I was reminded of this during one of those conversations you find yourself pacing back and forth, verbal processing out loud to a friend. I’ve never witnessed a completely healthy relationship I told her. The relationships around me growing up were messy and complicated. I was looking to them to inform me, but in a way I felt a little cheated. How am I supposed to recognize real love when I’ve never seen it?
This friend texted me after we hung up, “I was thinking about how you said that you didn’t know what healthy love looked like, but you do. It’s perfectly laid out in the truest form of self-sacrificial love - Christ dying for us. Don’t feel alienated because you don’t feel like you have a clear picture of what it looks like to love and be loved in this earthly life, because literally no one does.” 
The relationships we experience or witness on earth may include brokenness, rejection, deceit and hurt. God’s love is different. Radically different. God is love. God’s love is unconditional, He doesn’t love us because we check all the boxes on His checklist or even because we are loveable. He’s not going to wait over 24 hours to text you back, or play “hard to get.” This is the one relationship where a DTR is not necessary. 
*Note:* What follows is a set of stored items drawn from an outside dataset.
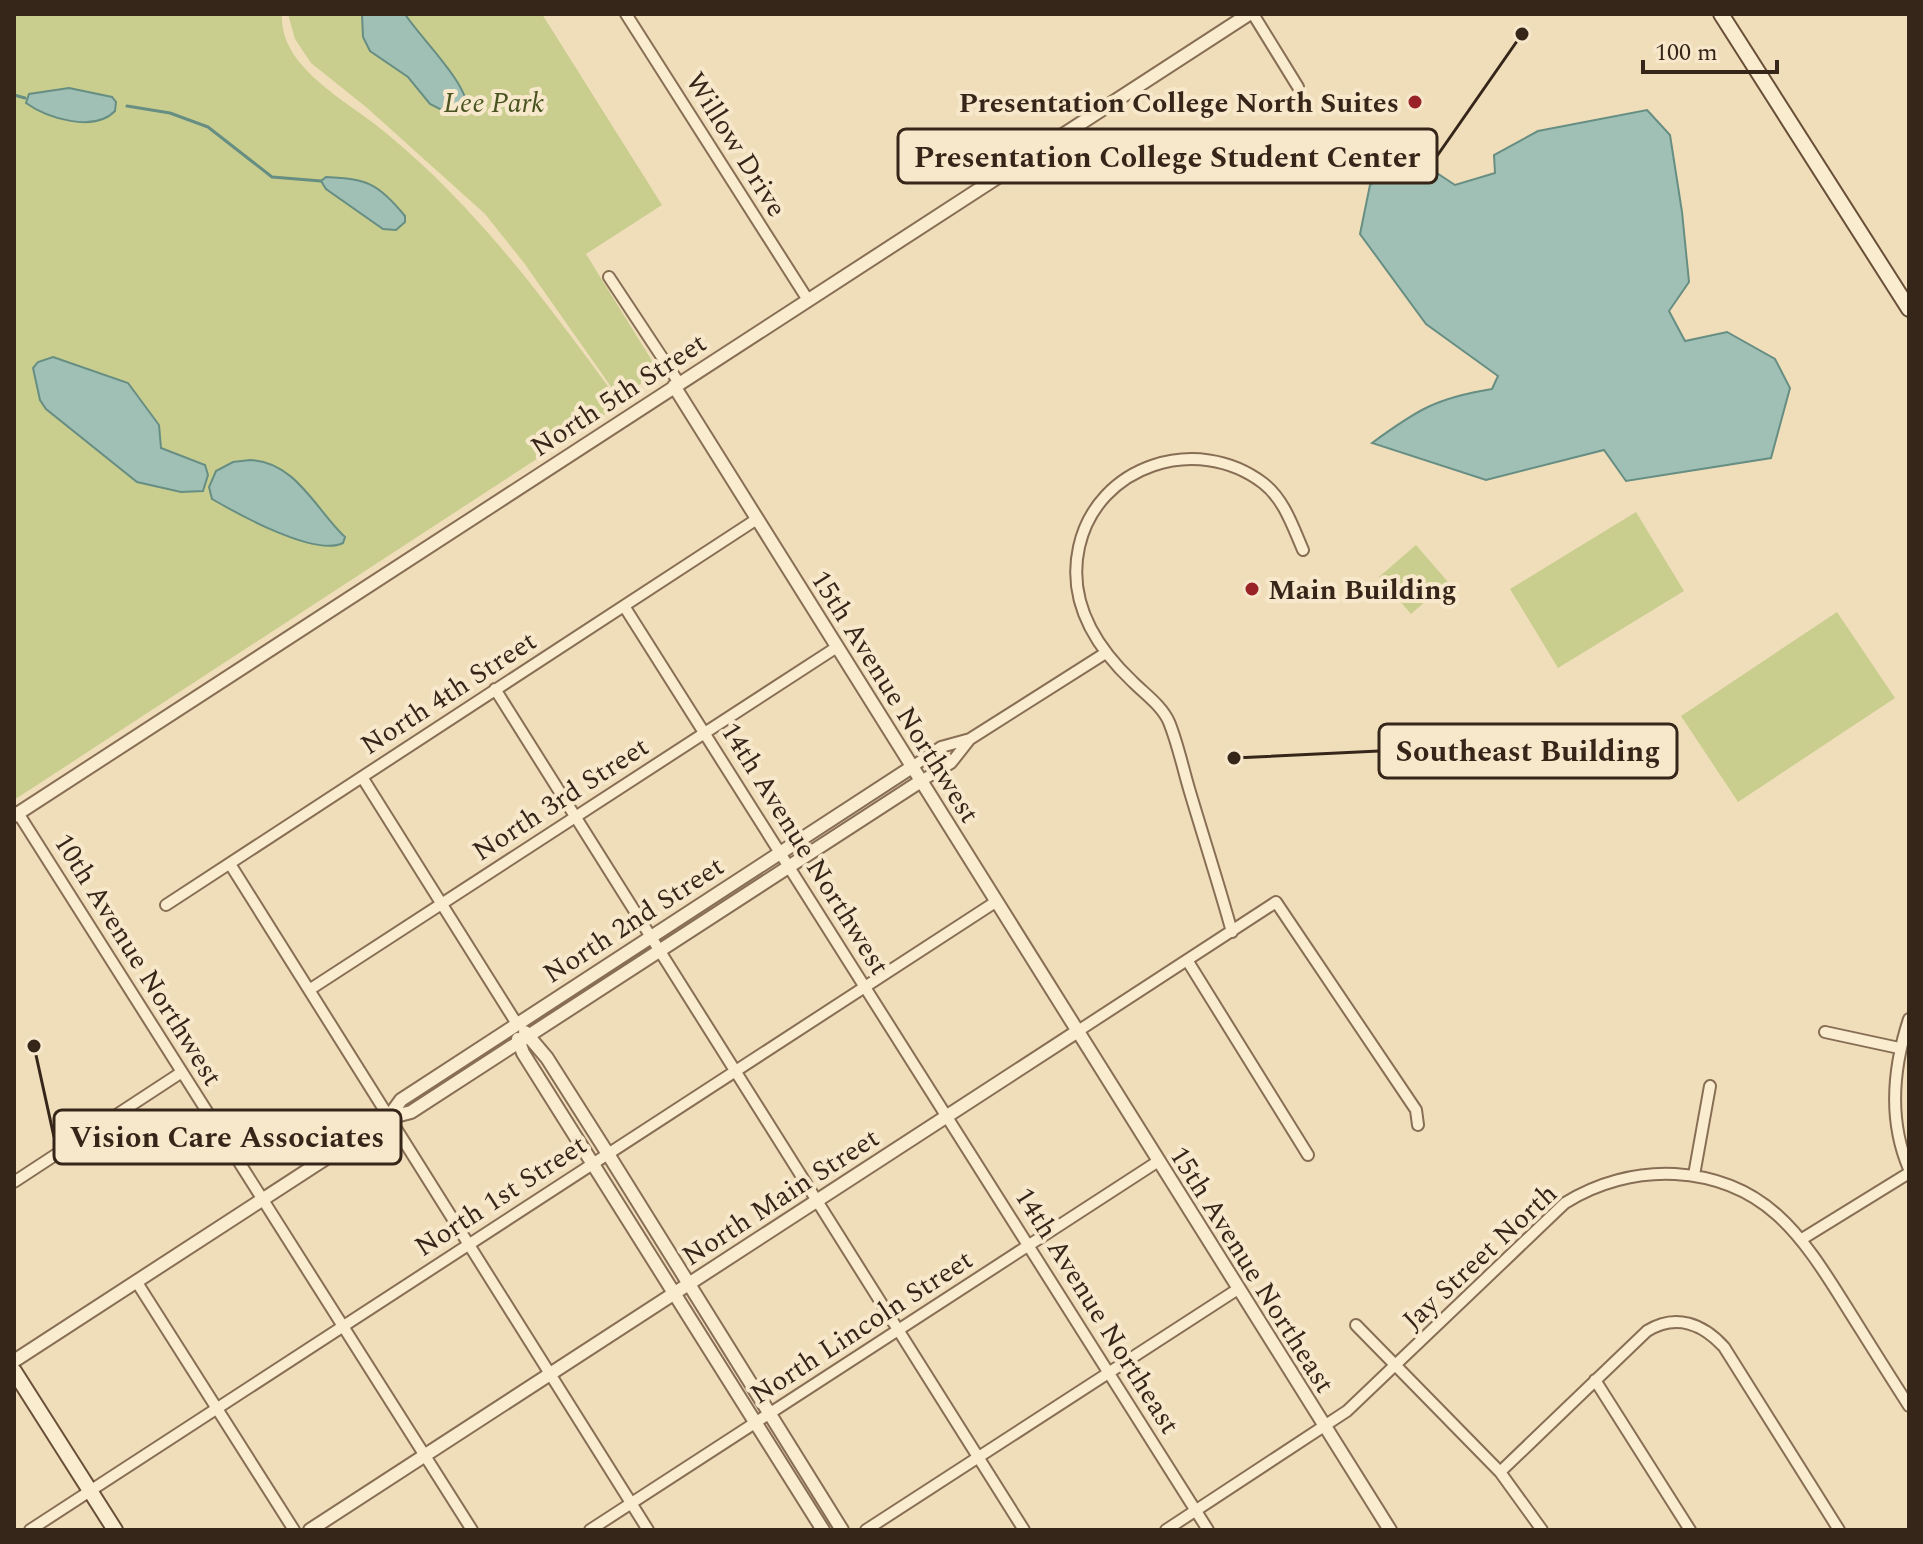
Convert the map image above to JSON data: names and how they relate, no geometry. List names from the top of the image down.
{
  "streets": {
    "street": [
      "Willow Drive",
      "North 5th Street",
      "North 4th Street",
      "15th Avenue Northwest",
      "North 3rd Street",
      "14th Avenue Northwest",
      "North 2nd Street",
      "10th Avenue Northwest",
      "North 1st Street",
      "North Main Street",
      "Jay Street North",
      "15th Avenue Northeast",
      "14th Avenue Northeast",
      "North Lincoln Street"
    ]
  },
  "crossings": [
    ["Willow Drive", "North 5th Street"],
    ["North 5th Street", "15th Avenue Northwest"],
    ["North 5th Street", "10th Avenue Northwest"],
    ["North 4th Street", "15th Avenue Northwest"],
    ["North 4th Street", "14th Avenue Northwest"],
    ["15th Avenue Northwest", "North 3rd Street"],
    ["15th Avenue Northwest", "North 2nd Street"],
    ["15th Avenue Northwest", "North 1st Street"],
    ["15th Avenue Northwest", "North Main Street"],
    ["15th Avenue Northwest", "15th Avenue Northeast"],
    ["North 3rd Street", "14th Avenue Northwest"],
    ["14th Avenue Northwest", "North 2nd Street"],
    ["14th Avenue Northwest", "North 1st Street"],
    ["14th Avenue Northwest", "North Main Street"],
    ["14th Avenue Northwest", "14th Avenue Northeast"],
    ["North 2nd Street", "10th Avenue Northwest"],
    ["10th Avenue Northwest", "North 1st Street"],
    ["10th Avenue Northwest", "North Main Street"],
    ["North Main Street", "15th Avenue Northeast"],
    ["North Main Street", "14th Avenue Northeast"],
    ["Jay Street North", "15th Avenue Northeast"],
    ["Jay Street North", "14th Avenue Northeast"],
    ["15th Avenue Northeast", "North Lincoln Street"],
    ["14th Avenue Northeast", "North Lincoln Street"]
  ],
  "parks": ["Lee Park"],
  "places": [
    "Presentation College Student Center",
    "Presentation College North Suites",
    "Main Building",
    "Southeast Building",
    "Vision Care Associates"
  ],
  "scale_bar": "100 m"
}
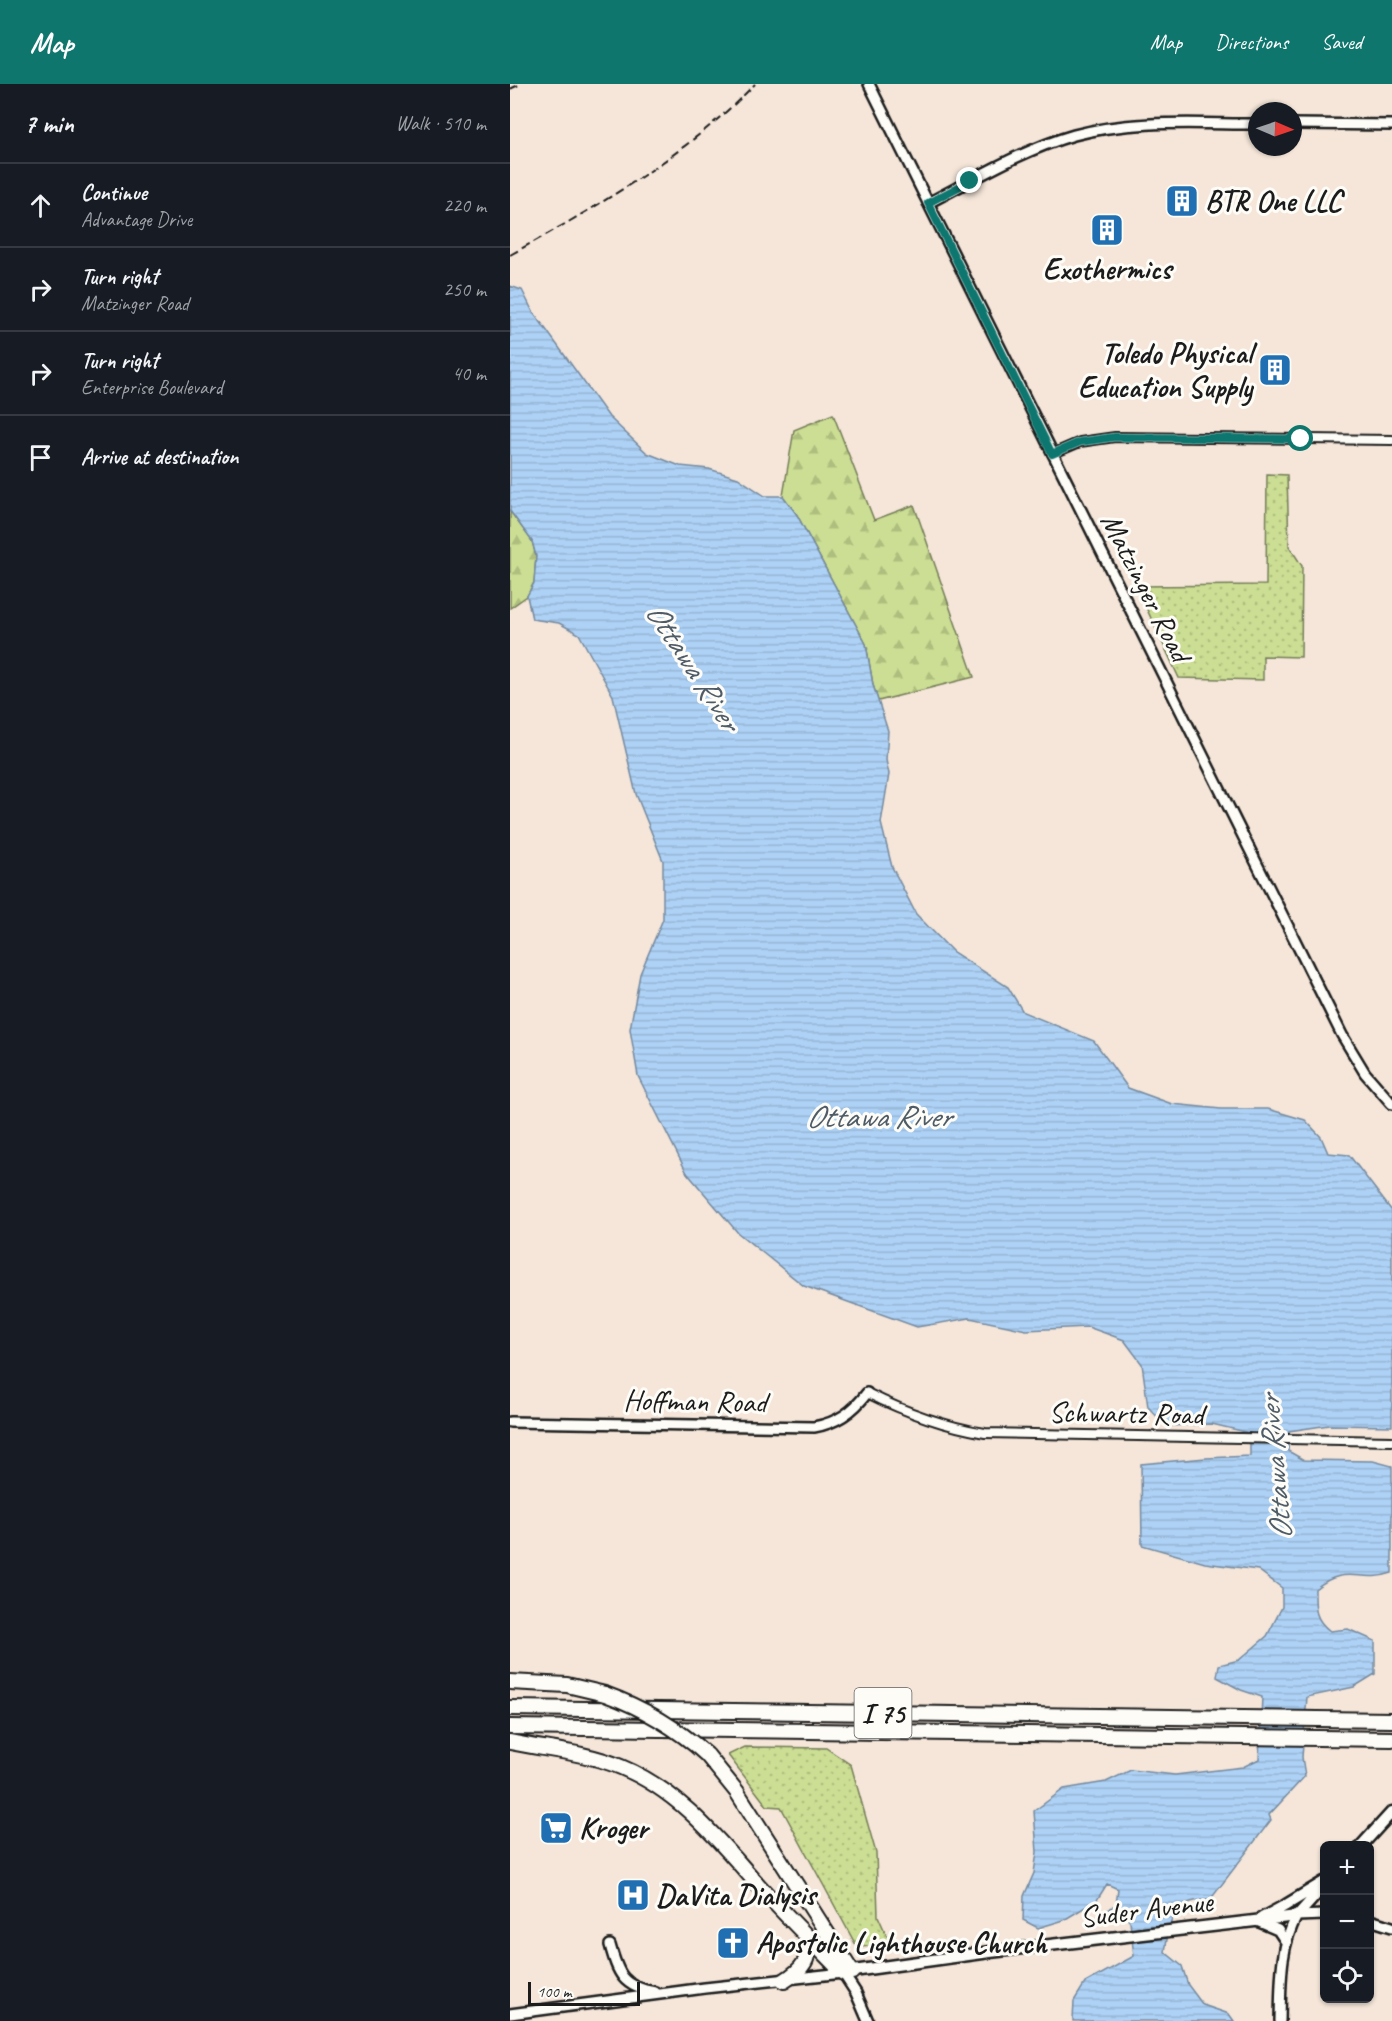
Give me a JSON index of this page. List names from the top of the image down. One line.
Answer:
{"streets":{"highway":["I 75"],"main road":["Suder Avenue"],"street":["Matzinger Road","Hoffman Road","Schwartz Road"]},"crossings":[["Hoffman Road","Schwartz Road"]],"water":["Ottawa River"],"places":{"building":["BTR One LLC","Exothermics","Toledo Physical Education Supply"],"supermarket":["Kroger"],"hospital":["DaVita Dialysis"],"church":["Apostolic Lighthouse Church"]},"scale_bar":"100 m","north":"right","page":{"header":"Map","nav":["Map","Directions","Saved"],"heading":["7 min","Walk · 510 m"],"list":[["Continue","Advantage Drive","220 m"],["Turn right","Matzinger Road","250 m"],["Turn right","Enterprise Boulevard","40 m"],"Arrive at destination"],"map_buttons":["+","−"],"scale":"100 m"}}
I placed an unsaid standard on myself, that I was expected to redeem what didn’t work in my parent’s relationship. I’m not sure when it got into my head that relationships require perfection, that there was a guidebook on earth that presented the perfect plan to avoid failure. I bought into the lie that I couldn’t know love without first seeing the representation of a “healthy” relationship on earth. We know love when we know God. You are deeply loved and valued without ever witnessing or experiencing “the perfect relationship” on earth. Without a weekly date night or a perfectly functioning family. We are not called to have perfect relationships. We are called to love and be loved. God loves us beyond all reason and in turn we love each other because He loved us first.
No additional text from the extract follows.